*** Begin section ***
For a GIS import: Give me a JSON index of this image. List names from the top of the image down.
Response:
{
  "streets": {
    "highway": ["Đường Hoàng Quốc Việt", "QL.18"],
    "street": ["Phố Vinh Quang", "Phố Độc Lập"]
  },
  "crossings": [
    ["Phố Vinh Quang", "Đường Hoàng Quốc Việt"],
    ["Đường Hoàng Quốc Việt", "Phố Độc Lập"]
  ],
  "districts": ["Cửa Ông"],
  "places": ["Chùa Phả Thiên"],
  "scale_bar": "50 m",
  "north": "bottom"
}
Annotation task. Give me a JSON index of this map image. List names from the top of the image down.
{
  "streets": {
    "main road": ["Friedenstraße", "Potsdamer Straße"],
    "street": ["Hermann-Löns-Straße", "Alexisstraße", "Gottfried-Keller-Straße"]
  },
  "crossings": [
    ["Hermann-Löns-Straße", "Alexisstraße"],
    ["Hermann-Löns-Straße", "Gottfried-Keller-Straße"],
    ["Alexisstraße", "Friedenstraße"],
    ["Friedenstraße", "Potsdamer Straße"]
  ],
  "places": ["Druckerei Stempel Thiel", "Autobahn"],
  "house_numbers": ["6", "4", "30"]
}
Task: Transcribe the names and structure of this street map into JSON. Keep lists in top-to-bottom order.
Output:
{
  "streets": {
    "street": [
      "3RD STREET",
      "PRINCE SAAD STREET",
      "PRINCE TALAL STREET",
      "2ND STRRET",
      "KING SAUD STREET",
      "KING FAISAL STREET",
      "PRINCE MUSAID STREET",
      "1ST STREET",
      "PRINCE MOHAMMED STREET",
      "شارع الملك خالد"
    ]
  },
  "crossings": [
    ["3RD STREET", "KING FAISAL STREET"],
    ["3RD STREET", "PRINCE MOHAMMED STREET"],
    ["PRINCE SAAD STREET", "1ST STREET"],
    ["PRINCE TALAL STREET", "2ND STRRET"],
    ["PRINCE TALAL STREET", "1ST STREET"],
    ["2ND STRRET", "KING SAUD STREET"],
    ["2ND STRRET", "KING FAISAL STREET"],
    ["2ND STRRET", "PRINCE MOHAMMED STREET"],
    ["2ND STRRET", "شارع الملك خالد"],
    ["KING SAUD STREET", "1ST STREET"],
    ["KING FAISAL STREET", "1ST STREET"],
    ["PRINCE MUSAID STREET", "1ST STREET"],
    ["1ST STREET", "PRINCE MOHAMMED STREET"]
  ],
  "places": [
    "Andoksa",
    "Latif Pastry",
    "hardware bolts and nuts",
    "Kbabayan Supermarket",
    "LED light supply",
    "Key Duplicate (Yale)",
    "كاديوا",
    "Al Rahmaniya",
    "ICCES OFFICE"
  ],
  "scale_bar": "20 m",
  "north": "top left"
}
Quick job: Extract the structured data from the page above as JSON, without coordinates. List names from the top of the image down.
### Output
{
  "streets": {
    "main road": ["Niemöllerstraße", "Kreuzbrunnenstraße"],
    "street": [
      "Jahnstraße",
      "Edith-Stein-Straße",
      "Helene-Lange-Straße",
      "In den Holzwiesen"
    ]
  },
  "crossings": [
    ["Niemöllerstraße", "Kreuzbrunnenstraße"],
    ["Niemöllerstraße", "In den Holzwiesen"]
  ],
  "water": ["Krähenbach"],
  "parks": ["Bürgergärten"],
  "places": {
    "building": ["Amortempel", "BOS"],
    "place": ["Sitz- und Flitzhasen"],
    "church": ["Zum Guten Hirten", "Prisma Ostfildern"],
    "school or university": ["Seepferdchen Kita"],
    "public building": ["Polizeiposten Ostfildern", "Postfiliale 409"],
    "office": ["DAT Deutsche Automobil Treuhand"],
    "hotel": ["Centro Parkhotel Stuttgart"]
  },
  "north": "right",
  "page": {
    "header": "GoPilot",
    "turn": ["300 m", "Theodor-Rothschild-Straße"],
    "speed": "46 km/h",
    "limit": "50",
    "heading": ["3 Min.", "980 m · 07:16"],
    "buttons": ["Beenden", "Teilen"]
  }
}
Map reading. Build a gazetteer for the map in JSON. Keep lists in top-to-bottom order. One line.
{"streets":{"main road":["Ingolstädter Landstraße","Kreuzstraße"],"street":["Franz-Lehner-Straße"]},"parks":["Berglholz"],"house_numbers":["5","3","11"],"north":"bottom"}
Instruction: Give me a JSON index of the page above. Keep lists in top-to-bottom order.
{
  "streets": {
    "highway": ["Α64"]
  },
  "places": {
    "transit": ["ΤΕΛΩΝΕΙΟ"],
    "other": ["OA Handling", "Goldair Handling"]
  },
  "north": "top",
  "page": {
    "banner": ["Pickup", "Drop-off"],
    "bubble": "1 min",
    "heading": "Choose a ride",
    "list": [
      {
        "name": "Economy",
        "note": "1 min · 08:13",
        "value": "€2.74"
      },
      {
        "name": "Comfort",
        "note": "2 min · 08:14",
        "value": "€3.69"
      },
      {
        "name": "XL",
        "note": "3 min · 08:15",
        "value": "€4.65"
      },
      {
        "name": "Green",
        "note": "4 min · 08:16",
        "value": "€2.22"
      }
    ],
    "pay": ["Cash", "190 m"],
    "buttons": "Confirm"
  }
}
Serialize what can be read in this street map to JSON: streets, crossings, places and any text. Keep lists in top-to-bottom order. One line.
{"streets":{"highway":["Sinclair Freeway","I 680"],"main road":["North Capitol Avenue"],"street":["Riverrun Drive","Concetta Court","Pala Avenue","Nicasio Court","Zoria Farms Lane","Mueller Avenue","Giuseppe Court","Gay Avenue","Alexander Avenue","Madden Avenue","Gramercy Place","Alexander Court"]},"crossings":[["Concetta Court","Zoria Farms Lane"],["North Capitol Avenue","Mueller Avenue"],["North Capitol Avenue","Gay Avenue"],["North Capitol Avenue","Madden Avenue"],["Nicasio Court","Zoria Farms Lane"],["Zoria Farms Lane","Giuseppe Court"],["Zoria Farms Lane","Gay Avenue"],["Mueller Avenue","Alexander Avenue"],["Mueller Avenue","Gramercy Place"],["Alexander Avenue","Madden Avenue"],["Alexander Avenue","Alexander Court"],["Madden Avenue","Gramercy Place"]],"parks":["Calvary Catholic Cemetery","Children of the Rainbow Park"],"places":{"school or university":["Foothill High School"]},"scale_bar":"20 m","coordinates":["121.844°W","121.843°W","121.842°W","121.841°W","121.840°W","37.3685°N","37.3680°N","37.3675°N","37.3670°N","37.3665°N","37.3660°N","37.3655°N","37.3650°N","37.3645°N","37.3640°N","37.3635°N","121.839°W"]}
*** End section ***
> [Task directions] Single out each line of the records above with the string "Holzwiesen" in it, and copy it.

> [Response to the task]
      "In den Holzwiesen"
    ["Niemöllerstraße", "In den Holzwiesen"]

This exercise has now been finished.